The Hudson Valley Seed Library’s seed packs are my favorite seed packs. Each seed pack is a unique piece of art created by an artist that enters a yearly call for artists. The mediums used to create the artwork for each seed pack varies from artist to artist. As does how each artist chooses to represent the seeds inside. Sometimes they’re graphics, paintings, or illustrations that interpret of the plant’s name. A handful of seed packs from the Hudson Valley Seed Library is like holding an art exhibit in the palm of your hand.
Botanical Interests seed packs are similarly artistic. The front of each seed pack is decorated with an original botanical illustration by one of a handful of botanical illustrators contracted by the seed company to produce the artwork for the seed packs. On the surface the illustrations may all look alike but after you’ve examined a few seed packs you start to develop an eye for identifying which artist created the artwork for the seed pack.
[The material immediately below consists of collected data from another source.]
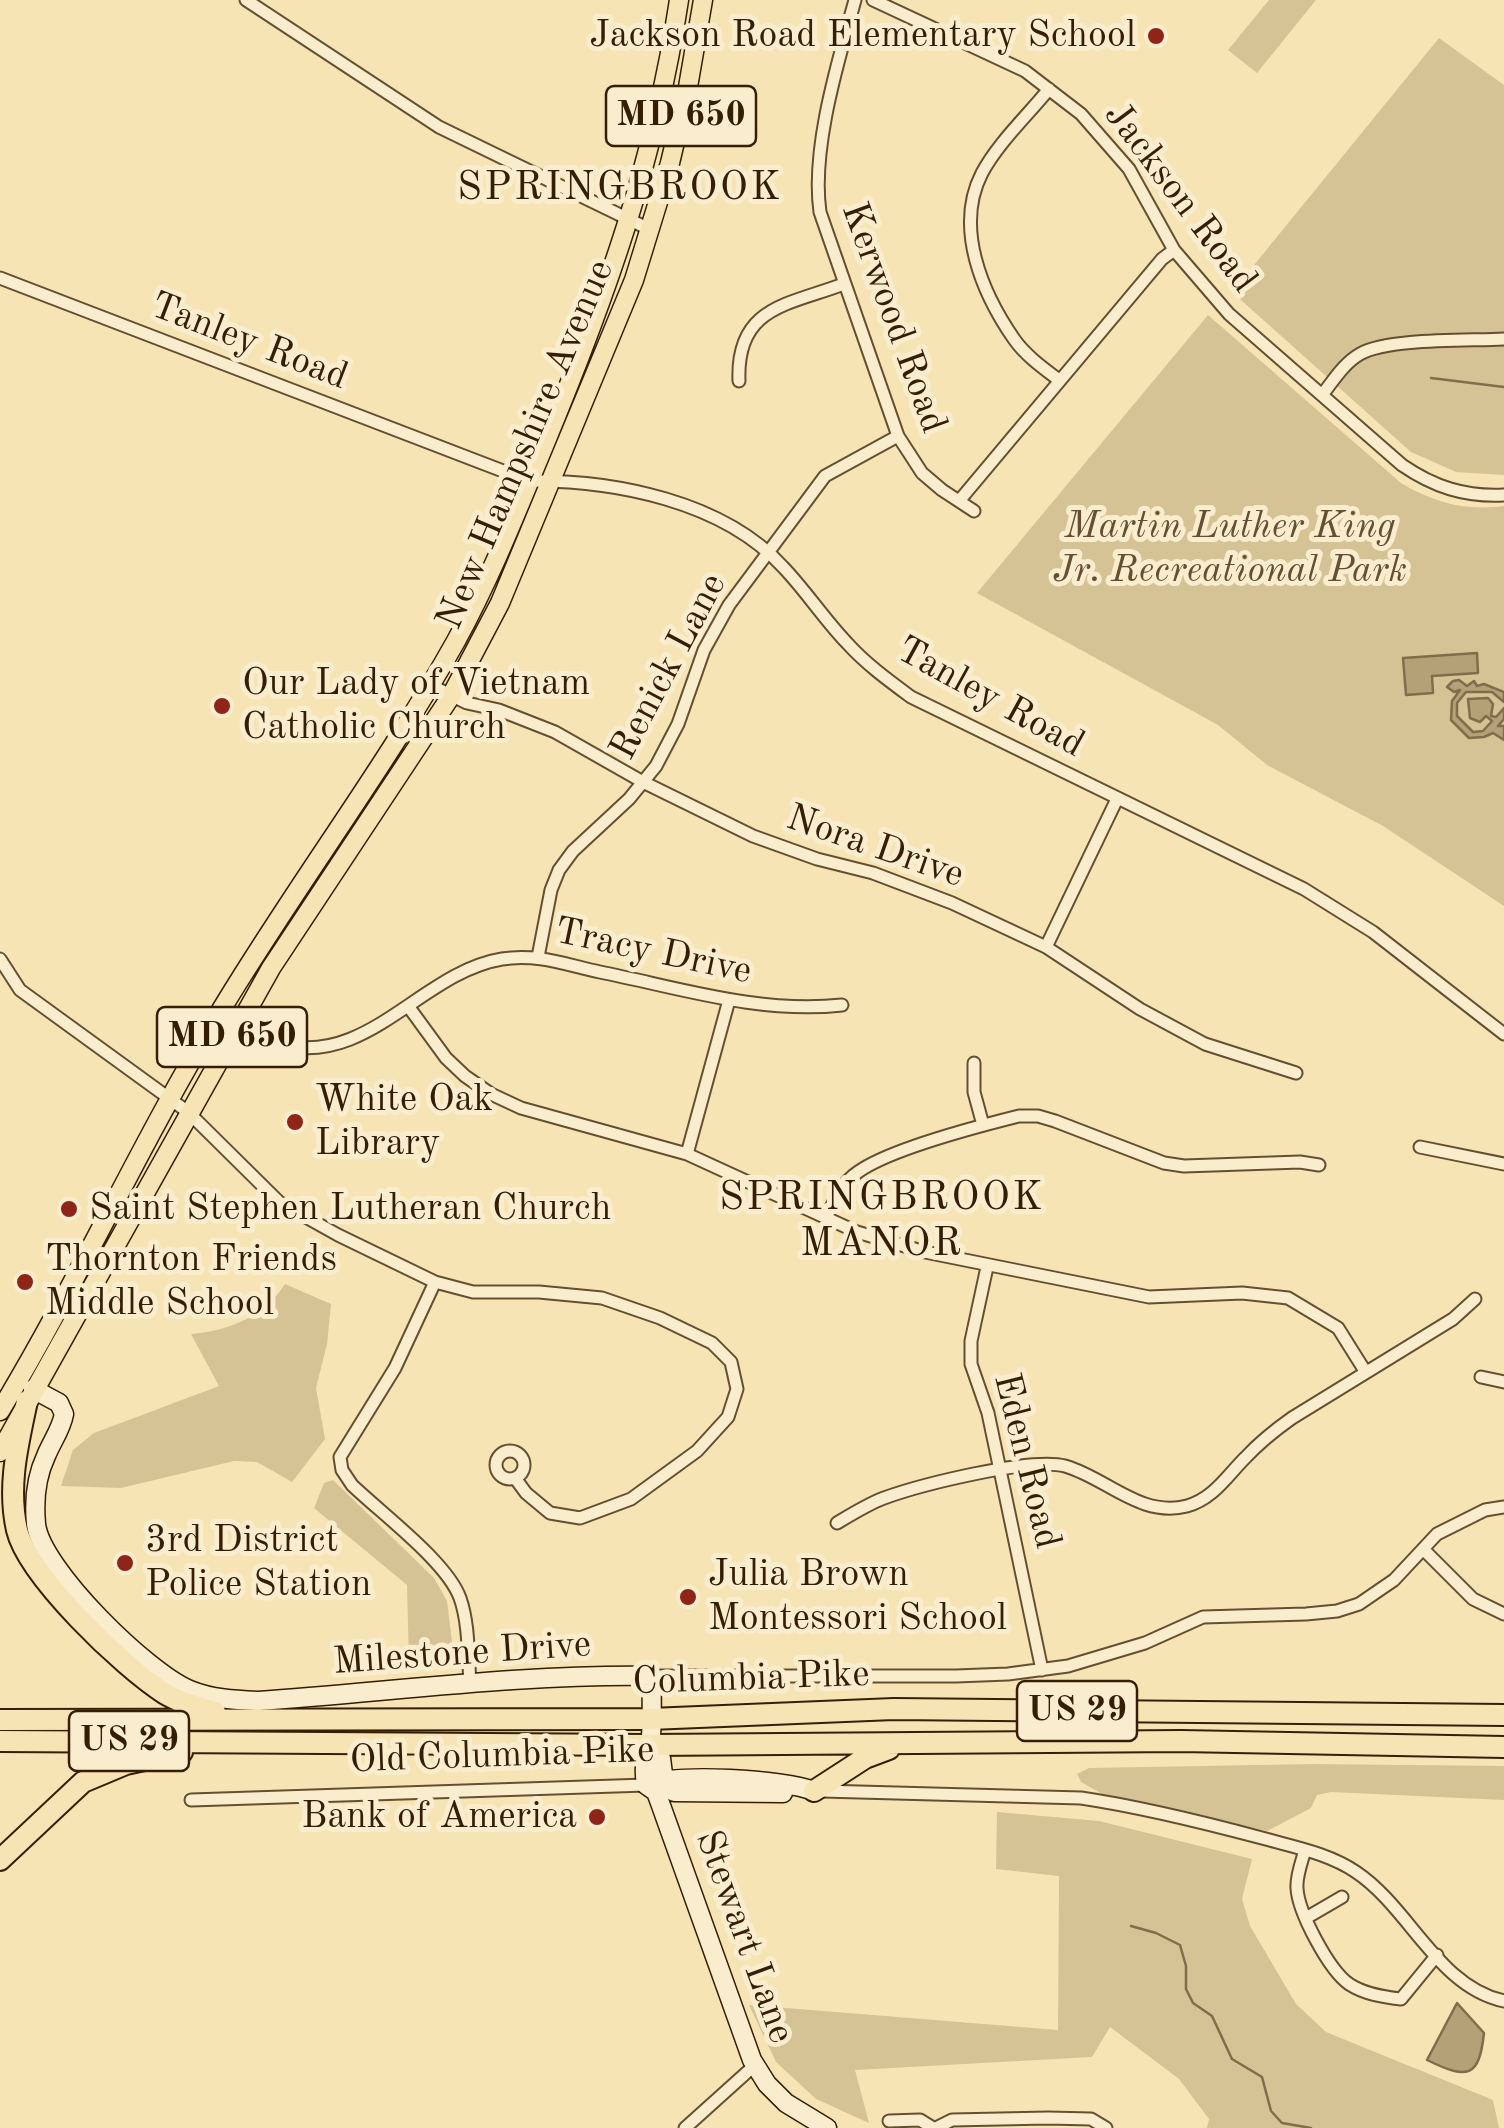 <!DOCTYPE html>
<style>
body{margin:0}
canvas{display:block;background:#f6e4b4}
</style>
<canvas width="1504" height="2128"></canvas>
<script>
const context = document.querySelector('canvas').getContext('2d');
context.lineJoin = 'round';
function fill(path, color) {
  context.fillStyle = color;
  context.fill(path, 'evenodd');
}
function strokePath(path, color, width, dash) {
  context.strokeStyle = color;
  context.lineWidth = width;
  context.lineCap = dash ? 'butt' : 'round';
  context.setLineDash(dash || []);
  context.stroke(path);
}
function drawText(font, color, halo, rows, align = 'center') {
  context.font = font + ' "Old Standard TT",serif';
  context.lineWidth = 10;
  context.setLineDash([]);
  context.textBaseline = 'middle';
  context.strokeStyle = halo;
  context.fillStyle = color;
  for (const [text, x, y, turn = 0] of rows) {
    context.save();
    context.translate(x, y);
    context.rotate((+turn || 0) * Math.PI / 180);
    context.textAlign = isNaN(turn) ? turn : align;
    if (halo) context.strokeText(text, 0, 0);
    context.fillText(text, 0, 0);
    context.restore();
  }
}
const green = new Path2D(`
 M1269,0H1316L1257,73L1228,50Z
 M1439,38L1504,85V475L1456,472L1411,452L1232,292Z
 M1208,315L1401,483C1434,503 1466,511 1504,506V906L1383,826L1267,765L1218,725L977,593Z
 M285,1284L331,1304L327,1344L316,1388L325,1439L292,1482L257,1462L234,1461L121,1488L61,1486L73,1450L94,1433L219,1386L191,1334C229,1331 265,1316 285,1284Z
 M333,1480L434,1578L447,1601L455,1666L409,1664L407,1585L314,1508L324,1483Z
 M1313,1764L1504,1766V1800L1331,1792L1317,1795L1311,1808L1267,1831L1102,1794L1081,1782L1077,1774L1089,1768Z
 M997,1812L1099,1821L1252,1859L1242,1899L1250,1926L1296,2004L1326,2032L1493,2100L1499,2128H1207L1209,2119L1179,2079L1110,2027L1092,2057L855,2070L869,2123L816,2099L776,2062L749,2005L1058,2030L1059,1876L996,1869Z`);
const water = new Path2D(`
 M1477,653L1478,673L1432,676L1433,693L1406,695L1403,658Z
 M1459,680L1467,686L1474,681L1477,686L1484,684L1504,692V702L1492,692H1466L1457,703V716L1473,732L1483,731L1492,721L1486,716L1480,722L1470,718L1468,699L1488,698L1493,704L1491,716L1496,717L1504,708V719L1498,726H1504V740L1493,733L1484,737L1469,738L1451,720L1452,701L1460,690L1454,692L1447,687L1453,681Z
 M1457,2003L1484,2033C1479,2078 1468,2080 1427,2060Z`);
const stream = new Path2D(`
 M1431,378L1504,387
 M1131,1926L1156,1933L1180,1945L1186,1966V1989L1193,2003L1212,2016L1232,2059L1262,2077L1271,2111L1282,2123L1311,2128`);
const street = new Path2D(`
 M246,0L439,127L651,230
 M855,0C838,62 811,149 820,212L898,436L922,473L942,490L974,511
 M873,0L1025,71L1081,114L1129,169L1174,250L1229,314L1402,465C1434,487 1465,497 1504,495
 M1049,89C1027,116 998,143 982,173C954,227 982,293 1014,339C1025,355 1043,368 1059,380
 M0,278L529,481C614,480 723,501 783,567C806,591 824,619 847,643C866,664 888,680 911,697L1304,889L1373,932L1504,1034
 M739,381C736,307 787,305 844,284
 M1322,395C1333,381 1344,363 1360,354C1388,338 1469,341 1504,339
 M959,501L1162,259L1174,250
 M430,685L467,703L499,710L555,732L643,782L753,836L817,859L873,873L952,903L1046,947L1140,1009L1205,1044L1296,1073
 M1046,947L1117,799
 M538,957L551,890L559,870L573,851L629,799L656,766L678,724L704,650L729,605L825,476L898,436
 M0,959L20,990L188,1112L279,1202L338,1235L435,1282L473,1292H539L602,1298L660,1318L712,1343L731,1362L737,1389L728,1417L697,1451L631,1499L580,1518L550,1513L526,1493L515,1478
 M408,1006L446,1058L465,1076L491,1094L521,1108L687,1154L857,1232L925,1252L1149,1297L1242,1293L1288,1298L1338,1328L1365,1371
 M238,1026C252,1032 266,1041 280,1044C367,1068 422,972 502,959C537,953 567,965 600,972C680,988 760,1014 842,1005
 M974,1063V1092L983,1125
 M1420,1147L1504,1164
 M687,1154L729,1000
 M827,1216C835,1199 842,1183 858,1172C890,1149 979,1126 1019,1116H1038L1055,1121L1164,1163L1184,1166L1300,1162L1319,1165
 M987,1267L971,1341V1364L988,1413L1042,1670
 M435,1282L395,1368L340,1457L342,1470L352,1485C381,1513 447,1562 460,1598C469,1623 468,1656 470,1683
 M1481,1377L1504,1382
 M496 1465a14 14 0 1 1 28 0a14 14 0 1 1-28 0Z
 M837,1523C852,1514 868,1504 884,1498C920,1485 1030,1457 1065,1466C1107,1478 1140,1518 1187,1506C1213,1499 1227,1476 1245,1458C1259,1443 1275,1430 1292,1418L1453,1319L1475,1299
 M1423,1549L1473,1599L1504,1614
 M652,1676H956L1008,1674L1068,1666L1145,1643L1203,1617L1306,1614L1337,1611L1359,1604L1394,1580L1437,1534L1485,1510L1504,1507
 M822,1791L1081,1798C1142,1807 1202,1822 1262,1838C1293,1847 1328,1853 1356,1872C1410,1908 1438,1987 1504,2001
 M191,1800L646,1785
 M1305,1850C1302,1861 1296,1876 1297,1888C1298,1912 1329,1970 1349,1984C1364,1994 1383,1997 1401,1999L1437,1955
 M1306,1918L1342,1897
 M889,2121L920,2120L933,2128
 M685,2128L755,2065
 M936,2128L952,2120L1048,2118L1091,2119L1106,2128`);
const secondary = new Path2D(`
 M33,1389L59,1403L64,1414C61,1430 52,1441 46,1456C36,1477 34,1502 36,1524C41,1569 148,1673 190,1690C212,1699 235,1700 258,1701C390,1692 520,1674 652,1676C651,1693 653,1730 650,1744C646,1762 643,1765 646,1785L656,1792L659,1800L752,2060L767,2084L786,2103L827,2128
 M650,1745L661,1758L664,1782
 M646,1785C677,1773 783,1779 814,1791
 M674,1792L783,1793`);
const primary = new Path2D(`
 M0,1411C78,1282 140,1144 218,1015C294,888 384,770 456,641C490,579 517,511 544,446C606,297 655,160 679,0
 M0,1452L271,968L451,696L500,603L634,280L670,163L688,87L703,0`);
const highway = new Path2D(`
 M27,1401C18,1444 7,1486 17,1530C28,1576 123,1667 164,1693C180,1703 198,1707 215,1712
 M0,1720L650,1719L894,1709L1504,1715
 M0,1741L650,1745L1181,1741L1504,1747
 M814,1791L865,1758L889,1749
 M0,1860L83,1782L126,1764L182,1752`);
const markers = [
 [1156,36,10,"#8f2418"],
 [222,706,10,"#8f2418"],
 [295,1122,10,"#8f2418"],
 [69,1209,10,"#8f2418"],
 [25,1282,10,"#8f2418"],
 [125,1563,10,"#8f2418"],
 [688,1597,10,"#8f2418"],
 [597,1817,10,"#8f2418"]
];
const shields = [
 [681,116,150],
 [232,1037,150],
 [1077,1711,120],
 [129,1741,120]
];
const shieldNames = [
 ["MD 650",681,116],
 ["MD 650",232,1037],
 ["US 29",1077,1711],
 ["US 29",129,1741]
];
const poiNames = [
 ["Jackson Road Elementary School",1136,36,"right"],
 ["Our Lady of Vietnam",242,684],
 ["Catholic Church",242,728],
 ["White Oak",315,1100],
 ["Library",315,1144],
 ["Saint Stephen Lutheran Church",89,1209],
 ["Thornton Friends",45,1260],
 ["Middle School",45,1304],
 ["3rd District",145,1541],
 ["Police Station",145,1585],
 ["Julia Brown",708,1575],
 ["Montessori School",708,1619],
 ["Bank of America",577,1817,"right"]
];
const streetNames = [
 ["Jackson Road",1180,198,53],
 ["Kerwood Road",893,318,70],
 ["Tanley Road",249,342,21],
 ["New Hampshire Avenue",526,445,-67],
 ["Renick Lane",669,667,-62],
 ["Tanley Road",990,698,29],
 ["Nora Drive",875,847,19],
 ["Tracy Drive",653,952,12],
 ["Eden Road",1026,1461,76],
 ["Milestone Drive",462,1654,-4],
 ["Columbia Pike",751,1679,-2],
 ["Old Columbia Pike",502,1756,-2],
 ["Stewart Lane",744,1937,70]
];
const parkNames = [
 ["Martin Luther King",1230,527],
 ["Jr. Recreational Park",1230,571]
];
const neighbourhoodNames = [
 ["SPRINGBROOK",620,189],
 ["SPRINGBROOK",882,1199],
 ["MANOR",882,1245]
];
fill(green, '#d5c396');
fill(water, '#b4a178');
strokePath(water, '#816d4a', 2.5);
strokePath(stream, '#816d4a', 2.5);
strokePath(street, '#645031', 15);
strokePath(secondary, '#341f05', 21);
strokePath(primary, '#341f05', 21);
strokePath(highway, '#341f05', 24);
strokePath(street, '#f9edce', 11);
strokePath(secondary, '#f9edce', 18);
strokePath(primary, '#f6e4b4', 18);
strokePath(highway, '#f6e4b4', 20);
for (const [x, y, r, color] of markers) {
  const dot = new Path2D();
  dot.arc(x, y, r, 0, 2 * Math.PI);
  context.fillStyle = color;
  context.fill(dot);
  strokePath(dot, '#f9edce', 4);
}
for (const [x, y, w] of shields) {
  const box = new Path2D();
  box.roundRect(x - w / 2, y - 30, w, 60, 8);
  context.fillStyle = '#f9edce';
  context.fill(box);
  strokePath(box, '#341f05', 2.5);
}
drawText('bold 35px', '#341f05', null, shieldNames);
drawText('38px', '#341f05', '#f9edce', poiNames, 'left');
drawText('38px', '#341f05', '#f9edce', streetNames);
drawText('italic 38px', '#645030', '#f9edce', parkNames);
context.letterSpacing = '2.5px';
drawText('40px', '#341f05', '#f9edce', neighbourhoodNames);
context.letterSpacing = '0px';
</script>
Renee’s Garden seed packs have been decorated by botanical illustrations since Renee founded her first seed company, Shepherd’s Garden Seeds. Mimi Osborne, a botanical illustrator, has designed every seed packet for Renee’s Garden. Mimi’s illustrations of plants, flowers and vegetables have graced the seed packets for over 25 years. Renee decided to use illustrations instead of photographs before it became stylish for modern seed companies because she believed that sometimes the stock photos could be misleading to the gardener.
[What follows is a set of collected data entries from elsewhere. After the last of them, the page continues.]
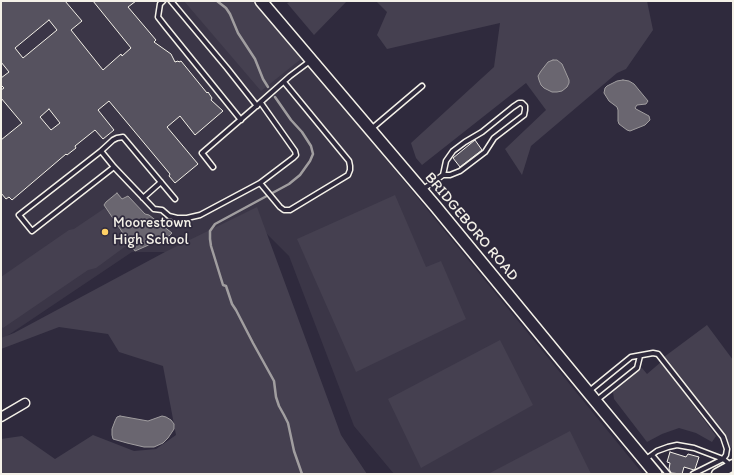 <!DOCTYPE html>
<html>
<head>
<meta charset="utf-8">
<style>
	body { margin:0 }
	#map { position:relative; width:734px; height:475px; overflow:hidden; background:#2f2a3d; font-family:Itim,sans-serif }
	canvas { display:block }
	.frame { position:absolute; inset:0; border:2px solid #f4f1e8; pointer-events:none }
</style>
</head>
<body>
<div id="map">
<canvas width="734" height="475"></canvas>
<div class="frame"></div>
</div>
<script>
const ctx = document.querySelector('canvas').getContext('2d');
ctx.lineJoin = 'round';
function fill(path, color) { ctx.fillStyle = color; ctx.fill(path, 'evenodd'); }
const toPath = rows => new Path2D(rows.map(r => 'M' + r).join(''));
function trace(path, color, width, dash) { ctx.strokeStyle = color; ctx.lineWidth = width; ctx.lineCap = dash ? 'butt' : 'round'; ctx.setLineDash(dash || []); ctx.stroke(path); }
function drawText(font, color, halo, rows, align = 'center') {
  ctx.font = font + ' Itim,sans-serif'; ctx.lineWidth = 3.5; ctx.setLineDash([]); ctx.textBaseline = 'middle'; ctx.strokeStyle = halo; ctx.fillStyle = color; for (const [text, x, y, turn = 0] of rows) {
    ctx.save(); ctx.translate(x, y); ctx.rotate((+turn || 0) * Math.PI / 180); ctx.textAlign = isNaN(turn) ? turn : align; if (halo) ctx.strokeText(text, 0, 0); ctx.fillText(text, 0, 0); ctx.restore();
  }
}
const built = toPath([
	[1,1,257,1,643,474,394,474,354,426,289,256,246,213,171,252,132,252,1,340]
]);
const green = toPath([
	[184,1,253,1,301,59,261,91],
	[292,1,347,1,314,35,287,3],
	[376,1,647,1,653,30,626,69,617,73,531,146,522,175,505,149,546,110,526,83,422,165,416,158,411,143,494,67,500,23,387,49,377,35,387,12],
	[395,195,426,267,441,261,466,319,356,372,297,239],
	[257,207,341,435,367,474,1,474,1,439,22,436,55,459,93,435,134,451,156,449,176,435,163,366,119,352,108,334,59,327,1,349,1,338,14,333,165,252],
	[105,208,130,243,96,268,88,270,3,328,1,326,1,277,69,230,74,229],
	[707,325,733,360,733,450,664,357],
	[500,340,533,405,421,468,388,399],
	[661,362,716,436,712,442,696,433,679,428,662,434,647,442,614,399,613,392,642,368,647,374],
	[570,431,591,474,488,474]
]);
const water = toPath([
	[553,60,557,60,562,64,569,80,569,83,567,87,562,91,557,92,552,92,544,88,541,85,539,80,538,76,541,71,548,62,553,60],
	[623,80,629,81,634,84,648,101,646,104,637,105,635,108,636,109,649,116,650,120,645,125,630,131,627,130,619,124,618,121,618,110,617,107,609,101,604,93,605,88,607,86,617,81,623,80],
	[117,193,122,199,128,196,145,214,149,215,172,233,169,236,135,251,104,205,106,202,117,193],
	[120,416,148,421,162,416,166,417,171,420,174,424,174,429,168,438,163,443,154,447,144,447,127,443,113,439,112,435,112,429,115,421,117,417,120,416]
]);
const stream = toPath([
	[217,1,226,8,230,14,238,33,255,59,263,79,268,87],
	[275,97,291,120,302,132,311,146,313,154,310,161,300,175,289,184,215,224,210,231,210,239,211,246,223,285,226,286,232,304,236,310,253,343,274,381,276,397,279,406,284,415,288,423,294,451,302,474]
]);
const building = toPath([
	[1,1,65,1,82,21,71,30,103,70,121,54,122,56,131,48,93,1,136,1,128,7,156,40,154,42,171,54,175,62,178,61,179,62,181,61,207,93,208,92,212,98,211,100,223,111,195,135,180,116,167,127,198,164,175,183,169,176,170,174,109,101,98,110,114,130,103,139,95,130,75,146,76,148,67,155,66,154,12,200,9,197,6,199,1,193,1,140,22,123,1,98,1,90,4,88,1,85,1,78,9,72,1,62,1,1],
	[49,20,57,30,23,58,15,48,49,20],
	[49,109,60,123,51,130,40,117,49,109],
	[475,140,482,150,460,167,453,158,475,140],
	[670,452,686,457,688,454,699,457,695,469,694,470,684,467,682,474,671,473,669,469,670,463,667,462,670,452]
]);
const service = toPath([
	[163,1,160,4,158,17,165,26,241,120],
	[171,1,227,68,257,106],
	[370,130,422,86],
	[101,151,113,140,117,138,123,137,175,199],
	[114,167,32,231,19,215,101,151,114,167,154,209,162,210,169,216,177,218,187,218,200,215,260,183,293,158,296,155,295,151,261,103],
	[213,167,202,153,254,108,290,76,310,61],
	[260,183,280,207,284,210,290,210,348,175,350,170,350,166,349,161,284,82],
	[422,190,443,175,450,175,460,171,485,152,494,138,524,115,525,110,525,106,522,103,519,103,513,107,482,132,465,142,453,151,446,161,443,175],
	[143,198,161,182],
	[588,392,631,357,653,353,658,354,723,437,727,449,726,455,723,459,693,474],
	[597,400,637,368,640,356],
	[652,455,668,474],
	[646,459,657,451,668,447,677,445,694,448,723,459,727,462,729,467]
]);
const minor = toPath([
	[1,417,25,403]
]);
const tertiary = toPath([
	[717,474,733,465]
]);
const secondary = toPath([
	[261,1,436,207,588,392,656,474]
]);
const markers = [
	[105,232,4,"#ffd166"]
];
const poiNames = [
	["Moorestown",113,223],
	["High School",113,240]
];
const streetNames = [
	["BRIDGEBORO ROAD",471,227,50]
];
fill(built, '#3b3647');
fill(green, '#454050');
fill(water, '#6a6670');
trace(water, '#a19ea0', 1);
trace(stream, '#a19ea0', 2.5);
fill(building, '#56525f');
trace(building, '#f4f1e8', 1);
trace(service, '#f4f1e8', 7);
trace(minor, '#f4f1e8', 11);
trace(tertiary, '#f4f1e8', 13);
trace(secondary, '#f4f1e8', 14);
trace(service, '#2f2a3d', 4);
trace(minor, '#2f2a3d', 8);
trace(tertiary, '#2f2a3d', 10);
trace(secondary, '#2f2a3d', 11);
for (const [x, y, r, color] of markers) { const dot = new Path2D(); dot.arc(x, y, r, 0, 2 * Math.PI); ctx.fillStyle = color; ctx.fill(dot); trace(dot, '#2f2a3d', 1.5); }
drawText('15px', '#f4f1e8', '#2f2a3d', poiNames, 'left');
drawText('15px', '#f4f1e8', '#2f2a3d', streetNames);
</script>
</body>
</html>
The Baker Creek Heirloom Seed Company has two types of seed packs. The light seed packs are usually an illustration, while the black seed packs, like the one pictured above, use photographs of the fruits or vegetables. Both seed packs are larger than standard seed packs but the black ones are my favorite because they’re so striking and not as feminine as say the art for Renee’s Garden or Botanical Interests.
Tips on Buying Seeds.
Around the holidays Renee’s usually has sale and the sale’s coupon code is posted on her online seed catalog. Botanical Interests includes a free desk calendar featuring botanical illustrations with online orders during specific dates in December. If you are buying seeds for a gardener and don’t trust your tastes to match up with those of the recipient you can give them a gift certificate to one of the companies or a membership, in the case of the Hudson Valley Seed Library, and let them choose the seeds they want to grow. If you’re on a budget save on shipping by buying Renee’s Garden, Botanical Interests and Baker Creek Seeds at finer independent garden centers near you.
There are many fine seed companies that carry heirloom seeds that you can buy from to fill stockings with during Christmas, these are just some of my favorites because their seed packs are beautiful. For a more personal touch you can gift gardeners seeds you saved from your own garden and create your own unique seed packs. What’s important in the act of giving seeds is that you’re passing on history and inspiration to a fellow gardener. Substituting candies and chocolates with seed packs in the stocking of a child can teach them the benefits of healthy eating and an appreciation of nature. Using seeds as stocking stuffers can demonstrate that you’re paying attention to a gardener’s interest by gifting them something they actually want and need.
Do you give seeds during the holidays? What are your favorite seeds to include in stockings?